You cannot be serious, he told God, or at least a fraction, a phantom of him. You’ve left for all of this time and you return only to tell me to save him? Save this one man? What has he done to deserve this kind of attention, when infinite amounts of life before have not? When your own angels have not?

The tingle came again, and it felt infuriatingly omniscient. 
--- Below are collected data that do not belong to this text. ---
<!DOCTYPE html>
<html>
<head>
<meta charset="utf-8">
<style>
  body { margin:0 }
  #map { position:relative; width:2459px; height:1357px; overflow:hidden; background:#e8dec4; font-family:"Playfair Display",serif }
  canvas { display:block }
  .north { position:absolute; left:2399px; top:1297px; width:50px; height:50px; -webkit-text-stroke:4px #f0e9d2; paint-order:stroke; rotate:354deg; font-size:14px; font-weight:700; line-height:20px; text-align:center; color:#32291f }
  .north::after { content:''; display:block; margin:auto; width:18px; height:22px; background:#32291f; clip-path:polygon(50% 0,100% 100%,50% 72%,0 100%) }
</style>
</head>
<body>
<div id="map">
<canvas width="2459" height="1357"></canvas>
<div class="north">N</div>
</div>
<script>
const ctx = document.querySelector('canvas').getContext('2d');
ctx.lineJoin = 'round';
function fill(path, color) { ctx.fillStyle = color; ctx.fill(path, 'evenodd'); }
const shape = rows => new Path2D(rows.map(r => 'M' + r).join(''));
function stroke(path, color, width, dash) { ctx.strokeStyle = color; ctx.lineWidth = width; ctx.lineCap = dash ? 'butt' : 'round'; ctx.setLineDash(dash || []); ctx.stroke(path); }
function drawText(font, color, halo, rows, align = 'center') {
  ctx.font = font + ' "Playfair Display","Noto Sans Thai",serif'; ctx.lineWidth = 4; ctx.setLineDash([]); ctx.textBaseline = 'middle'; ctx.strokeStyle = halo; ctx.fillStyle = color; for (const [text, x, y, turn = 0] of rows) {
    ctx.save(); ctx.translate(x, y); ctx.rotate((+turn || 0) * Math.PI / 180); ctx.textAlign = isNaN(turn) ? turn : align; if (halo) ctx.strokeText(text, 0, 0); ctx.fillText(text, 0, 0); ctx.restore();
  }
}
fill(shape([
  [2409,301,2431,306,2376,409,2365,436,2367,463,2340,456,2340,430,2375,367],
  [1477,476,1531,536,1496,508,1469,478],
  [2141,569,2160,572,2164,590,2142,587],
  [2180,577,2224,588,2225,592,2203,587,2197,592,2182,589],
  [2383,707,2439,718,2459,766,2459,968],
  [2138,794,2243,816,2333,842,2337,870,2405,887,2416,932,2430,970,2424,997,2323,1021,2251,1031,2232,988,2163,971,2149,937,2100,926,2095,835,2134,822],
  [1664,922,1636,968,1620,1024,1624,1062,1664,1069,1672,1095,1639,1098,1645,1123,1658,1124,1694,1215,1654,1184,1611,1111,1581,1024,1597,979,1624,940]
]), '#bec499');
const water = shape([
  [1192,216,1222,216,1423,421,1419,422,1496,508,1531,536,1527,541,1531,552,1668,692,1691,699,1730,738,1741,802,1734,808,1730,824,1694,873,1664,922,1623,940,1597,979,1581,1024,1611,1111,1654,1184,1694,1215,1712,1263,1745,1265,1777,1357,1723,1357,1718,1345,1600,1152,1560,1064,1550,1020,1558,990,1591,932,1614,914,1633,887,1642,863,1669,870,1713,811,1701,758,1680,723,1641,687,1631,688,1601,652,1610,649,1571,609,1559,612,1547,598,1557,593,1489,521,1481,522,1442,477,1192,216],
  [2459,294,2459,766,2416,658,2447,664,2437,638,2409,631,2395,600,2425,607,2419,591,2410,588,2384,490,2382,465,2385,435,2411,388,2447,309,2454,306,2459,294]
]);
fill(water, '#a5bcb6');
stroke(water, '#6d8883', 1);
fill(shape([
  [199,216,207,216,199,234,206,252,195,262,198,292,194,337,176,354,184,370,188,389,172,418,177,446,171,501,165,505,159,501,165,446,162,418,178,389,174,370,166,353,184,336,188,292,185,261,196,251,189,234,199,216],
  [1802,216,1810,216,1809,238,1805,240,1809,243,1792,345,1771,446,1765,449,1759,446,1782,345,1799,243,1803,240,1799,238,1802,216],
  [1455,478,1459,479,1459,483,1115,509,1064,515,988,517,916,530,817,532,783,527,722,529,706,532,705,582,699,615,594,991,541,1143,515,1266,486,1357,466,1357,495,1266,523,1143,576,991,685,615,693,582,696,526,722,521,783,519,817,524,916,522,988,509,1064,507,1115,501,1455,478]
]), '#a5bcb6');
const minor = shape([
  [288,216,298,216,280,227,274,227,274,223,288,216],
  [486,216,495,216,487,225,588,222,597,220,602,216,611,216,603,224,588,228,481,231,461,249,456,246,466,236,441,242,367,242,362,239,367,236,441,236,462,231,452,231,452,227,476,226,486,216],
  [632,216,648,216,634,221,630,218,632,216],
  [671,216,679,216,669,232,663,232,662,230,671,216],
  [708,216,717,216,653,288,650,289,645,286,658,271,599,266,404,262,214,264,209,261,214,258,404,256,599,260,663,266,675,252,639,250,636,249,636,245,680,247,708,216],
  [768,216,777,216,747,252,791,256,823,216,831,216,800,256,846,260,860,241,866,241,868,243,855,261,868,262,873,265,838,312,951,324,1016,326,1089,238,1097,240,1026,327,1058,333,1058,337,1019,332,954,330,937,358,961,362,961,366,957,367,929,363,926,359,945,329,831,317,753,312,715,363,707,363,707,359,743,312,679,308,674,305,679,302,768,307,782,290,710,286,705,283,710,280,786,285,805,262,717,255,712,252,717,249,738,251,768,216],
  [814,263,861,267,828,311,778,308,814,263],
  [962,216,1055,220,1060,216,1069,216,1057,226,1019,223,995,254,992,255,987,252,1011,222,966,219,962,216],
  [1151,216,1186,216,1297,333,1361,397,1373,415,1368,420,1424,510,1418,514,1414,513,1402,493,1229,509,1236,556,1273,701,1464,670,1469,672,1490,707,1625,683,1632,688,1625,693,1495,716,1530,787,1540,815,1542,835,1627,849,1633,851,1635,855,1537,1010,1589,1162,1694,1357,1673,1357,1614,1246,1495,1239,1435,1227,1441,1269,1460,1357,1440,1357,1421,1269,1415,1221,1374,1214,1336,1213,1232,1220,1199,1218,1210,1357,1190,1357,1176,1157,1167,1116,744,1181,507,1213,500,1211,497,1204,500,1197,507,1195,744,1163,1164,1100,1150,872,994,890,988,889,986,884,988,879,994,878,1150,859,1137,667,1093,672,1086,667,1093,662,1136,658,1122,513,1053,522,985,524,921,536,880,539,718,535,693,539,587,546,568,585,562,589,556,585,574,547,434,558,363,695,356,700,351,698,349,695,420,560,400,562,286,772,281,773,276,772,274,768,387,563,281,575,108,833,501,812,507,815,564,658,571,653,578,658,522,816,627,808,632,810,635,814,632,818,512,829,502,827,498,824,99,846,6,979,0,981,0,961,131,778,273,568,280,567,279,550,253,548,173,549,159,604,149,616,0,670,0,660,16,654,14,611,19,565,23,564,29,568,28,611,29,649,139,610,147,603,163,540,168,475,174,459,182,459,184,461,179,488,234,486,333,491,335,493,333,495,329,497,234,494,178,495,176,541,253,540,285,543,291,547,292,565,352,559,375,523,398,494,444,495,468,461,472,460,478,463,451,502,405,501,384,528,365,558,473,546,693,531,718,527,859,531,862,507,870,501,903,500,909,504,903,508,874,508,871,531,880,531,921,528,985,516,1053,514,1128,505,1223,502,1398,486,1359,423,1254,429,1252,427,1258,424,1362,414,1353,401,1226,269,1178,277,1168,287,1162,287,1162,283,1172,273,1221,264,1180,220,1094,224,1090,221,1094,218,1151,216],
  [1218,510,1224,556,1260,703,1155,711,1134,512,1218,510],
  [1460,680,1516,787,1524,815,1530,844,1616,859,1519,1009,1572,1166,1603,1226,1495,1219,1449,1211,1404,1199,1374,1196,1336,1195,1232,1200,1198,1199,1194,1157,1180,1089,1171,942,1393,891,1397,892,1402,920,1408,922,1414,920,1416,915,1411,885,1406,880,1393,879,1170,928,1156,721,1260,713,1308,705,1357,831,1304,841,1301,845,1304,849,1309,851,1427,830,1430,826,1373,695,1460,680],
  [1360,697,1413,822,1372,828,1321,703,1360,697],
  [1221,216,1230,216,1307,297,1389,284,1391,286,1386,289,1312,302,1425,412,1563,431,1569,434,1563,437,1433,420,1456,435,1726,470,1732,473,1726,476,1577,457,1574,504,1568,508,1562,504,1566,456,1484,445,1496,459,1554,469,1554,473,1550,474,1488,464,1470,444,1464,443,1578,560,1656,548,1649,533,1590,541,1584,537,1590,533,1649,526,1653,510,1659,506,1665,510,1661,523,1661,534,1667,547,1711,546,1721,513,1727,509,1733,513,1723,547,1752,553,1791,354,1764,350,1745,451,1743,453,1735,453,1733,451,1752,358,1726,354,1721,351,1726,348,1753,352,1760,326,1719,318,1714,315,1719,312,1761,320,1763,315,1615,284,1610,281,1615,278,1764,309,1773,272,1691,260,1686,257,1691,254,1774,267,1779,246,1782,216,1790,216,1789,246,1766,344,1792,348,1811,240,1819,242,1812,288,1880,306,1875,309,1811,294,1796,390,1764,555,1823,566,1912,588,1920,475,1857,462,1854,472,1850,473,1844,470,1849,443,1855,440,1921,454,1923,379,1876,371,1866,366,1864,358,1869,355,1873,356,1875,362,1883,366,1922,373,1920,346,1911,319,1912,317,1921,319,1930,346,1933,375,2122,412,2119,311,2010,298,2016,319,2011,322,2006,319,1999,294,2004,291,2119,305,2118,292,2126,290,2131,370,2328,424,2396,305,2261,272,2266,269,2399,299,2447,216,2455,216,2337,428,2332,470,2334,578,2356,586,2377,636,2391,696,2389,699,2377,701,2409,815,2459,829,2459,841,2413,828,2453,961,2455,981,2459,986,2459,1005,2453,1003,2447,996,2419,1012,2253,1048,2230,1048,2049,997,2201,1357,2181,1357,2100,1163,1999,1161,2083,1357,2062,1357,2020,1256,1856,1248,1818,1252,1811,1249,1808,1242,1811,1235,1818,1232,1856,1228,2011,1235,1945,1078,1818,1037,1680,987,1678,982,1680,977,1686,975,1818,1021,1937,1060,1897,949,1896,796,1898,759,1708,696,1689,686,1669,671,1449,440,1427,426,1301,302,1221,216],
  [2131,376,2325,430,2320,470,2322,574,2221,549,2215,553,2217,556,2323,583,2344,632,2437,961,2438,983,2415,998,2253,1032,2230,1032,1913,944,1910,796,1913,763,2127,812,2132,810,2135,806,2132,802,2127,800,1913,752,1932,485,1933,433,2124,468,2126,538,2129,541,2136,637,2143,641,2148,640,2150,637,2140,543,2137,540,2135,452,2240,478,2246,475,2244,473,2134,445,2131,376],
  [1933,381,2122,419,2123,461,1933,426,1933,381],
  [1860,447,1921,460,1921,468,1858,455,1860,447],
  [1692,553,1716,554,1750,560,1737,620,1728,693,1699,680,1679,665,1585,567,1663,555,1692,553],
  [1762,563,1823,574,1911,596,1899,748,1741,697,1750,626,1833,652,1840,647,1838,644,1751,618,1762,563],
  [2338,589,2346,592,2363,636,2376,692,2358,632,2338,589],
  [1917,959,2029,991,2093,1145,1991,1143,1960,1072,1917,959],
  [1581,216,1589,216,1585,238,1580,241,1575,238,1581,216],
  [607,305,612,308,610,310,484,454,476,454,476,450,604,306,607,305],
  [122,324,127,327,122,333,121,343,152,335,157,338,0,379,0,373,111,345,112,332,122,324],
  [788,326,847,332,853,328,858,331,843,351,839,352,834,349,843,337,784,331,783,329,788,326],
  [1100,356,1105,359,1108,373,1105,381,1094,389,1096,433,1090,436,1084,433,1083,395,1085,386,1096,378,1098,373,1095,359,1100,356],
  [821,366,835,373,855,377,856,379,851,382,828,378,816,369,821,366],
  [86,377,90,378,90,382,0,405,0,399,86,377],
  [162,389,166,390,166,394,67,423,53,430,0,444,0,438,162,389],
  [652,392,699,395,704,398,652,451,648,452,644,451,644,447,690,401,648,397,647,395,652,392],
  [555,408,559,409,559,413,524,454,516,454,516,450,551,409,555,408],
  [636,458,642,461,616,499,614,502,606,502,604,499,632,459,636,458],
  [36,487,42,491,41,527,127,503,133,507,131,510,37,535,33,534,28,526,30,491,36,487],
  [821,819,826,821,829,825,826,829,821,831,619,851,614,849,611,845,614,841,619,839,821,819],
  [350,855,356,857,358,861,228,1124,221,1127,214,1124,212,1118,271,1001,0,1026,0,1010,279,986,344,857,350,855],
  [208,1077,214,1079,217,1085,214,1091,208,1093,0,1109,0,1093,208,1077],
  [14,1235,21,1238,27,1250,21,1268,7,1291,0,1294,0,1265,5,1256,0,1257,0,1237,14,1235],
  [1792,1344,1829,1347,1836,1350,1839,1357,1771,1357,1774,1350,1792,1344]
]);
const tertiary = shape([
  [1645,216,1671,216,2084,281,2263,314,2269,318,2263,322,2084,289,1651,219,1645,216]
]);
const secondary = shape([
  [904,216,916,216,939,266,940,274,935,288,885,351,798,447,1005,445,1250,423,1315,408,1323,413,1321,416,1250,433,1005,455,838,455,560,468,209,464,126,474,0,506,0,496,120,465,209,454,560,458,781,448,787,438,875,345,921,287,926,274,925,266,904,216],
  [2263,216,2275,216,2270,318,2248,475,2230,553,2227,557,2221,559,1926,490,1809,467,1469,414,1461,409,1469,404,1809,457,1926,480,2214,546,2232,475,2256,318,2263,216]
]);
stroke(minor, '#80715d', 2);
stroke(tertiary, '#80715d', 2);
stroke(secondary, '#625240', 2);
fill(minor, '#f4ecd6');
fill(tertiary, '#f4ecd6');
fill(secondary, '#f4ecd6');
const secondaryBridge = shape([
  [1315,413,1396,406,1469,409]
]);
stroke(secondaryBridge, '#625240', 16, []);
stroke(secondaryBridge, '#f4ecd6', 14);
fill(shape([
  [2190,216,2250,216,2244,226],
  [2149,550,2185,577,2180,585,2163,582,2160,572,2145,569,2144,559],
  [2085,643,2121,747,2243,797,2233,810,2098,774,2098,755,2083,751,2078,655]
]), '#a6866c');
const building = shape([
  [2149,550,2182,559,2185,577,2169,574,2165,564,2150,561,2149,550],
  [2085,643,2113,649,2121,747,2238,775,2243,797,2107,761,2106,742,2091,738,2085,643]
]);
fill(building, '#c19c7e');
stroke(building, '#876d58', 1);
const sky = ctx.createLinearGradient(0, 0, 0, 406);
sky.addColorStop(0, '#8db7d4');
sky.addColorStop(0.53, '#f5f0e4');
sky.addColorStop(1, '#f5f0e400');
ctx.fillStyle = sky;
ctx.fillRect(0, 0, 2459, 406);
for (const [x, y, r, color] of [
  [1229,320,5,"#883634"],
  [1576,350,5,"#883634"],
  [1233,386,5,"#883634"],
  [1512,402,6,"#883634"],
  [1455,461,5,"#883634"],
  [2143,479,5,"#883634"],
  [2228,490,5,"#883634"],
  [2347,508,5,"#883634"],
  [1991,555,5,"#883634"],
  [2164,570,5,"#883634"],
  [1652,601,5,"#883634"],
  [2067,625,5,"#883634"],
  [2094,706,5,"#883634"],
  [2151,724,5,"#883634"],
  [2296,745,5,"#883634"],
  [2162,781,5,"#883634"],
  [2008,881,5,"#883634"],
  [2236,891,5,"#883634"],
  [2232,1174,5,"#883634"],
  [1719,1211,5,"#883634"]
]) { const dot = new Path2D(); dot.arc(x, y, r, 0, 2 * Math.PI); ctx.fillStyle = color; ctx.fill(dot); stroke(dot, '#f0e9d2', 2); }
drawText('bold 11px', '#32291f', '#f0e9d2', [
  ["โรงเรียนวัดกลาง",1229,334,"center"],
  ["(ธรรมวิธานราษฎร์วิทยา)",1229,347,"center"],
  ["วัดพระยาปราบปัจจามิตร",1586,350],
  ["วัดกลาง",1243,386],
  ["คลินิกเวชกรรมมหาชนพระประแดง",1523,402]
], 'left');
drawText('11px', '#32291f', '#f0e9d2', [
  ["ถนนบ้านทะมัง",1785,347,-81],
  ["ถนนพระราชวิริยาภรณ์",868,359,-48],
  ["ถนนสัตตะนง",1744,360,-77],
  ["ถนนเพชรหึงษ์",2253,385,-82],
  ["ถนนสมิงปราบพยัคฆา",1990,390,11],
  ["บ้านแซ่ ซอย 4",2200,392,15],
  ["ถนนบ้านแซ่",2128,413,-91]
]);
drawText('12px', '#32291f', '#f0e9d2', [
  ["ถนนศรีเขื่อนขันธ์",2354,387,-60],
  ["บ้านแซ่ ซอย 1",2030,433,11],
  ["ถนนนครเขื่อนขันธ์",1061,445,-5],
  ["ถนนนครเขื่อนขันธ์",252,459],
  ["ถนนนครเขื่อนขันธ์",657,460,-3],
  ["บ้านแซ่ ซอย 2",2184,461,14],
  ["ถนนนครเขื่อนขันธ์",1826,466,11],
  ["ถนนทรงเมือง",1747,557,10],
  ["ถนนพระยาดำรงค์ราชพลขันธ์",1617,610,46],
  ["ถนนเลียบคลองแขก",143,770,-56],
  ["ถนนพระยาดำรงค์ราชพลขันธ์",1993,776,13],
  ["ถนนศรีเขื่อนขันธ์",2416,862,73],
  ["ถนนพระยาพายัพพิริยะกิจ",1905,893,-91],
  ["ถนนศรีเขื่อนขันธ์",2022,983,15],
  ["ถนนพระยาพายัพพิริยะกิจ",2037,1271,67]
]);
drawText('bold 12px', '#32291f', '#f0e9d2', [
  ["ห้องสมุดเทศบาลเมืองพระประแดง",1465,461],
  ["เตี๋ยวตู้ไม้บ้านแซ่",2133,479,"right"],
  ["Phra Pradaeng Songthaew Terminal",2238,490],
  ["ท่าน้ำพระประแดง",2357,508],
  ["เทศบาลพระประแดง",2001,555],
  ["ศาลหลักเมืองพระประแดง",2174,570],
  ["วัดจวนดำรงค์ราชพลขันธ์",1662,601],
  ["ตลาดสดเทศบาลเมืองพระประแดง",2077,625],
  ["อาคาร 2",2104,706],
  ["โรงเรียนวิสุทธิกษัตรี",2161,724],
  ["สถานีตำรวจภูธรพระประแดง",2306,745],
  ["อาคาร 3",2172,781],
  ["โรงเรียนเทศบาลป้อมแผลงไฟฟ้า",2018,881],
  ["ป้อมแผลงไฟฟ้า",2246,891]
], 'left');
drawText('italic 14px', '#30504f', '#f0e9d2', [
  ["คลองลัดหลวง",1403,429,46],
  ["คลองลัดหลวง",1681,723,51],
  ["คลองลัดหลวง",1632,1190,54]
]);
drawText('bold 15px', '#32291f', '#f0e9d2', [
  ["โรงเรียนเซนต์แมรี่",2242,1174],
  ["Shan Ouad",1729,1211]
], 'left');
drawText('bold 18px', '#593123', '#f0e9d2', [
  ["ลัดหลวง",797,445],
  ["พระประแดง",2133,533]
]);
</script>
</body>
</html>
Don’t you be ineffable at me, Death fumed, I work damn hard at what I do and I don’t have time to be following this one little soul around and picking up his messes. He’s a grown man, he can handle dying – he’s done it so many times. I’m going to reap him and you can just deal with that. He realized that he was being fantastically petulant for an ageless being that was more a metaphorical representation of a phenomenon, but Death figured that he was entitled to talk back to the Almighty this time.

The roc was in the air. Dean Winchester was oblivious to the danger that was spreading its wings. It’s going to happen, Death said smugly to his fellow concept still tickling what could be considered the back of his right heel, if he had a physical form at the time. Truly gruesome. I look forward to it.

Dean Winchester was smiling and teasing his brother, walking in that easy way of his with his shotgun on his shoulder. Completely arrogant while on the hunt, as per usual.

Without a sound, the roc was impaled on a convenient branch, one that seemed to come out of nowhere to spear it through its deep chest. The other end of the branch burst out of its back and blood dripped down its length – a handful of bloody feathers floated down behind the Winchesters.

Death transported the bird to its place and didn’t spare the trickle of God at his back another glance, appearing down on the Massachusetts Cape and walking down to a little shanty that had his favorite fish and chips. Passersby noted the particular frustrated set of his shoulders and wondered about a complete stranger’s mood.